- [WORK TO COMPLETE]: Copy out each line of the data that includes the string "scale".

- [Collected data entries]:
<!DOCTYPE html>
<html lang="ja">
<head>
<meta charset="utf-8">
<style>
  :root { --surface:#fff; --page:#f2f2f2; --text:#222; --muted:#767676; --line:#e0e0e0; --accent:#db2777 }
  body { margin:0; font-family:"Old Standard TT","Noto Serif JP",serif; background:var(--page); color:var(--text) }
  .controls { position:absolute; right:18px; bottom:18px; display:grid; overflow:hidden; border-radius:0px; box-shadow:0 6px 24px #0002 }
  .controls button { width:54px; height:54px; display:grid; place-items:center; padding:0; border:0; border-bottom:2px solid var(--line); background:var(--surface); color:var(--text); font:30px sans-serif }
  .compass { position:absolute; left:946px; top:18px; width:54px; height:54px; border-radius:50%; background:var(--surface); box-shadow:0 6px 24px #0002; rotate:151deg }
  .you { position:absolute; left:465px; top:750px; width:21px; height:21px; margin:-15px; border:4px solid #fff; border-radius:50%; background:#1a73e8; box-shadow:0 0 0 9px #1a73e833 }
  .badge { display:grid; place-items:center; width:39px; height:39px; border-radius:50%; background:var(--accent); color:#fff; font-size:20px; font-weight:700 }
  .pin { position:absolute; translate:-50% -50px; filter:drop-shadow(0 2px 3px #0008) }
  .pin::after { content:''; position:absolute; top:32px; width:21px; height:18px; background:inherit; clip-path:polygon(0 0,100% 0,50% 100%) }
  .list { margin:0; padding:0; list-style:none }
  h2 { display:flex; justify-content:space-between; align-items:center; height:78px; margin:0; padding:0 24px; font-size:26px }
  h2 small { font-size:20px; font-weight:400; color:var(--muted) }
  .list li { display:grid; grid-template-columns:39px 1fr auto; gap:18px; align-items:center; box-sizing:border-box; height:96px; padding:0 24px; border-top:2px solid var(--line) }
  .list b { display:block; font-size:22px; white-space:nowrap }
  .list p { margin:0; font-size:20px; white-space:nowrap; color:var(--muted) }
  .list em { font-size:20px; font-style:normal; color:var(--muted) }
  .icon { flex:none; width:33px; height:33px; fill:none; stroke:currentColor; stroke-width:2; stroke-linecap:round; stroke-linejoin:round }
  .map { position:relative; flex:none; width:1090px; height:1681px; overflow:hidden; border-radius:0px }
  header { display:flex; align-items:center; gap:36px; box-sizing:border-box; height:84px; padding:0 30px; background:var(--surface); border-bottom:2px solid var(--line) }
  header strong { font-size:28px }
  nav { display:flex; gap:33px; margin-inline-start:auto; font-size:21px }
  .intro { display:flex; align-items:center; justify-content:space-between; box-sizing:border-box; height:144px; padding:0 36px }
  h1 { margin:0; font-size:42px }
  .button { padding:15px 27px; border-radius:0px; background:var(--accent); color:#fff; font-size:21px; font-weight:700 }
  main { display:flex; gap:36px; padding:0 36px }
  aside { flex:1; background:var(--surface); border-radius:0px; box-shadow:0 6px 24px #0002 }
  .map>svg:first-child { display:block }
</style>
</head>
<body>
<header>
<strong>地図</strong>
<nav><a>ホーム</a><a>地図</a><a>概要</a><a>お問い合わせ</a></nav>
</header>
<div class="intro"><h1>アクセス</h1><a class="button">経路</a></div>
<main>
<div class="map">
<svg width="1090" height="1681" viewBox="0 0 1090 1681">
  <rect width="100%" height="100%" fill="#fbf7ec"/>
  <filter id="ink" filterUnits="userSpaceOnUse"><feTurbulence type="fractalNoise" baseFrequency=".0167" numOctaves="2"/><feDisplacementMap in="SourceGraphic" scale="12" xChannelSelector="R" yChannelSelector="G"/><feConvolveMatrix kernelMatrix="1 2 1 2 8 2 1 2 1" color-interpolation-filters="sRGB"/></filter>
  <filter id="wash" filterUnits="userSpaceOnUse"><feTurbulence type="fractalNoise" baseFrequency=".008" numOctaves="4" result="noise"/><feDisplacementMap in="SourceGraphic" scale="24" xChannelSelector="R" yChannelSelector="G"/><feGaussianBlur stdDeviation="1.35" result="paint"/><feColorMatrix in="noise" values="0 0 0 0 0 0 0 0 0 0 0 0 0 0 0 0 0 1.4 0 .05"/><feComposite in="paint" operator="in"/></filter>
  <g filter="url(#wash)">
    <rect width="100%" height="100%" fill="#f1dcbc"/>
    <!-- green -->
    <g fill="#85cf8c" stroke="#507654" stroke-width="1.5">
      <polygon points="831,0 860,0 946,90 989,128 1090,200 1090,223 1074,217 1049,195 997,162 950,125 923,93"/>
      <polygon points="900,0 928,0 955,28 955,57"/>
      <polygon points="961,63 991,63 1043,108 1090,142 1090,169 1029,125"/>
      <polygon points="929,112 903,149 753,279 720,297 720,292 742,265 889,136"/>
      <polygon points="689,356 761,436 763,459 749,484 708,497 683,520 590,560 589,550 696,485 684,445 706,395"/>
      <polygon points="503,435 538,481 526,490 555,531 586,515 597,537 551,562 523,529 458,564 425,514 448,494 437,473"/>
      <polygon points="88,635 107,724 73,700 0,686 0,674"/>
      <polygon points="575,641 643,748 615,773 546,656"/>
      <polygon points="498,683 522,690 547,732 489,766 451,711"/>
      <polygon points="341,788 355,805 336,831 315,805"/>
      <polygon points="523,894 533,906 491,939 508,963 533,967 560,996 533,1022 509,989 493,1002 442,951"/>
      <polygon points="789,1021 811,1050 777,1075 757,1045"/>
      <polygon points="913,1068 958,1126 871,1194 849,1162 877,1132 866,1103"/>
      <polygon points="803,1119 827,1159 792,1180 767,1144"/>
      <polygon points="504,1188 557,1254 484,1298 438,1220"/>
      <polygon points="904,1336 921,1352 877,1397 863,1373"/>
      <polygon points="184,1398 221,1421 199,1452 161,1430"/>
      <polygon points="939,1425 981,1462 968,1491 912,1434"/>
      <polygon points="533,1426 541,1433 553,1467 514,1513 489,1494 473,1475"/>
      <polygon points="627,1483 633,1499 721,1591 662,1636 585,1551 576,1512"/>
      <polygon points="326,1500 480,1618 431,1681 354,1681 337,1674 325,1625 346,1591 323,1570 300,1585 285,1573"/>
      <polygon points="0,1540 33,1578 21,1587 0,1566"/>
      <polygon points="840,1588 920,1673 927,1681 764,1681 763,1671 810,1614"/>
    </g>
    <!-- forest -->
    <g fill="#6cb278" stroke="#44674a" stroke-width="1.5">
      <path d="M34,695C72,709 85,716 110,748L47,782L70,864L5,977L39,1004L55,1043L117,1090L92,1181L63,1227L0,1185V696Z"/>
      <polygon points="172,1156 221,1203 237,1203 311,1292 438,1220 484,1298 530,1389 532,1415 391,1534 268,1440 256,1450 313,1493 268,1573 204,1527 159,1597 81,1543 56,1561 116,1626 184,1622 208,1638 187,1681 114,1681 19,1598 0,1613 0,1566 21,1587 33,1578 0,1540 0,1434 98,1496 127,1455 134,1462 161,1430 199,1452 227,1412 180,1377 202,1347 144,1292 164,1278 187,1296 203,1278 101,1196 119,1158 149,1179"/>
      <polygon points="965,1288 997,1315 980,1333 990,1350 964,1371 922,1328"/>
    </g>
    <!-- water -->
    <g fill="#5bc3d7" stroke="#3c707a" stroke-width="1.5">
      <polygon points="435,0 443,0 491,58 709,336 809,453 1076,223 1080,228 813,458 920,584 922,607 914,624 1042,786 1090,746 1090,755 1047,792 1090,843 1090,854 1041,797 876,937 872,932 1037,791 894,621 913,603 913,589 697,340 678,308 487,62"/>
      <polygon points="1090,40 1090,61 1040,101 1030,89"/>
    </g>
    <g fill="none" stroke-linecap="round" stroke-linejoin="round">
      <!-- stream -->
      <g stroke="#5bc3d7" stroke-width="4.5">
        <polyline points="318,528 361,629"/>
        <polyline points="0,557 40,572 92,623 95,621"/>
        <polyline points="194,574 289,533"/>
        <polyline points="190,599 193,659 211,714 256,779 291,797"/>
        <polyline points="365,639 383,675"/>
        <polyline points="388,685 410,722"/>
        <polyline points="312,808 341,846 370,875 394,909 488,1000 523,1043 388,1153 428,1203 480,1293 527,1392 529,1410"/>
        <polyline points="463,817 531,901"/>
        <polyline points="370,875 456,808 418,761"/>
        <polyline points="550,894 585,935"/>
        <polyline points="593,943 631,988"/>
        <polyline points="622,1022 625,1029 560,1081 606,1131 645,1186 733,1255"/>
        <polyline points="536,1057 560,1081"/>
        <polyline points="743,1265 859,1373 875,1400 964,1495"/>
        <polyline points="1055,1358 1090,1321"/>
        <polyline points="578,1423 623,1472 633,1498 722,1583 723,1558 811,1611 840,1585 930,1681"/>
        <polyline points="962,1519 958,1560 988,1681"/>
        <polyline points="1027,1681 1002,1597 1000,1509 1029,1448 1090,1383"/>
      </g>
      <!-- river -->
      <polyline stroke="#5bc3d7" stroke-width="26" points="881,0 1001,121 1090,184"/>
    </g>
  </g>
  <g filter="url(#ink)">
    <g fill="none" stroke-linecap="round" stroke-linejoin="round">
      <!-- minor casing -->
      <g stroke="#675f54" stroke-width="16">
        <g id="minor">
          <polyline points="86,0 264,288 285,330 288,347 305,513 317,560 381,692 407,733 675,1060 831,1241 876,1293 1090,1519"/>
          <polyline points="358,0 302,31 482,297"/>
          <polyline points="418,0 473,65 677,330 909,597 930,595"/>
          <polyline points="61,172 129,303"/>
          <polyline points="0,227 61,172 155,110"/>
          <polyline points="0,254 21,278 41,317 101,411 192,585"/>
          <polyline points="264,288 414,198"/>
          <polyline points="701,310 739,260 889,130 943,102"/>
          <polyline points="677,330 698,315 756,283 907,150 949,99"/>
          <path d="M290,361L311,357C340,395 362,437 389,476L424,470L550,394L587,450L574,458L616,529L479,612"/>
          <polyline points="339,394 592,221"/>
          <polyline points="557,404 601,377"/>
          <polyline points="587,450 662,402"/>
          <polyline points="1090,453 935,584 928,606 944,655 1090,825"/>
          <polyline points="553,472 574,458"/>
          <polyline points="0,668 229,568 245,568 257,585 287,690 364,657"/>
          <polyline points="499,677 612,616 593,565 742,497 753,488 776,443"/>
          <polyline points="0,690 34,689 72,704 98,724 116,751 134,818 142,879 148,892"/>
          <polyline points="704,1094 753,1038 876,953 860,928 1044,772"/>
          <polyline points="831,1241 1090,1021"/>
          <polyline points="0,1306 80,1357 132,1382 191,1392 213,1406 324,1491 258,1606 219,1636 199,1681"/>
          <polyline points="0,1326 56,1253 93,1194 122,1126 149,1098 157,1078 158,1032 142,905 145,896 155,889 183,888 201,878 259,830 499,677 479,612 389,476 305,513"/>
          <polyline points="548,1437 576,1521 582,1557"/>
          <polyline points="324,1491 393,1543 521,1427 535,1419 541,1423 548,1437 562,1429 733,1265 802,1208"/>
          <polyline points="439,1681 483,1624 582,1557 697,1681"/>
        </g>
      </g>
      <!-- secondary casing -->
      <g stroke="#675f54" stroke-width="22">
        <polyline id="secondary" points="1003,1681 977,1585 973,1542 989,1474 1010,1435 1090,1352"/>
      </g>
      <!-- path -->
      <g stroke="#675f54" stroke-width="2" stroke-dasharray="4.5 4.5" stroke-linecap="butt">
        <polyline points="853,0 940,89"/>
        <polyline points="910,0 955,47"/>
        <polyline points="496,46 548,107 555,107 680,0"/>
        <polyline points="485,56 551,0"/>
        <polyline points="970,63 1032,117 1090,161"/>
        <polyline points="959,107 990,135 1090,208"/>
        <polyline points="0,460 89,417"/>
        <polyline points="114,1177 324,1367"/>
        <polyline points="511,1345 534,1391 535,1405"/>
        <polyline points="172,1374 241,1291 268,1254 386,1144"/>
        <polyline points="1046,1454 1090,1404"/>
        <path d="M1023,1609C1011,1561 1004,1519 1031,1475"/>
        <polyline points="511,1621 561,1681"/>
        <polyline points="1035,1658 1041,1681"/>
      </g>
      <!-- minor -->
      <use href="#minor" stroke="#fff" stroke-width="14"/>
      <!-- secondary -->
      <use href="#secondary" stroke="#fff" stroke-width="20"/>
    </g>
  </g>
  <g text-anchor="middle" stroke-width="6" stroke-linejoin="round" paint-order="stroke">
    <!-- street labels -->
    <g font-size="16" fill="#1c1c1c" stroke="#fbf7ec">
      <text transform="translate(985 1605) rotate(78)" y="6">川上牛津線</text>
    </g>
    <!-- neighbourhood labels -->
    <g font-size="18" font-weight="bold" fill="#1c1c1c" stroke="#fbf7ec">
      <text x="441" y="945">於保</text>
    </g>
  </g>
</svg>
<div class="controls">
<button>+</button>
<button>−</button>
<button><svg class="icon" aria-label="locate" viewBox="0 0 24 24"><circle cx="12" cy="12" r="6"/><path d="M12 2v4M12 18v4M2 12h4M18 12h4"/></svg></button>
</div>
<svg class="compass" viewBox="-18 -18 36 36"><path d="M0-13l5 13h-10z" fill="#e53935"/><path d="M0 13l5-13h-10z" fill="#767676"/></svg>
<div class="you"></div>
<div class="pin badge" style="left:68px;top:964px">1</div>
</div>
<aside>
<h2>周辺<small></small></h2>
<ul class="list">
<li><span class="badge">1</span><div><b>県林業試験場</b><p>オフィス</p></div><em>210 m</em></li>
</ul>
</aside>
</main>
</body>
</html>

- [TASK RESPONSE]:
  <filter id="ink" filterUnits="userSpaceOnUse"><feTurbulence type="fractalNoise" baseFrequency=".0167" numOctaves="2"/><feDisplacementMap in="SourceGraphic" scale="12" xChannelSelector="R" yChannelSelector="G"/><feConvolveMatrix kernelMatrix="1 2 1 2 8 2 1 2 1" color-interpolation-filters="sRGB"/></filter>
  <filter id="wash" filterUnits="userSpaceOnUse"><feTurbulence type="fractalNoise" baseFrequency=".008" numOctaves="4" result="noise"/><feDisplacementMap in="SourceGraphic" scale="24" xChannelSelector="R" yChannelSelector="G"/><feGaussianBlur stdDeviation="1.35" result="paint"/><feColorMatrix in="noise" values="0 0 0 0 0 0 0 0 0 0 0 0 0 0 0 0 0 1.4 0 .05"/><feComposite in="paint" operator="in"/></filter>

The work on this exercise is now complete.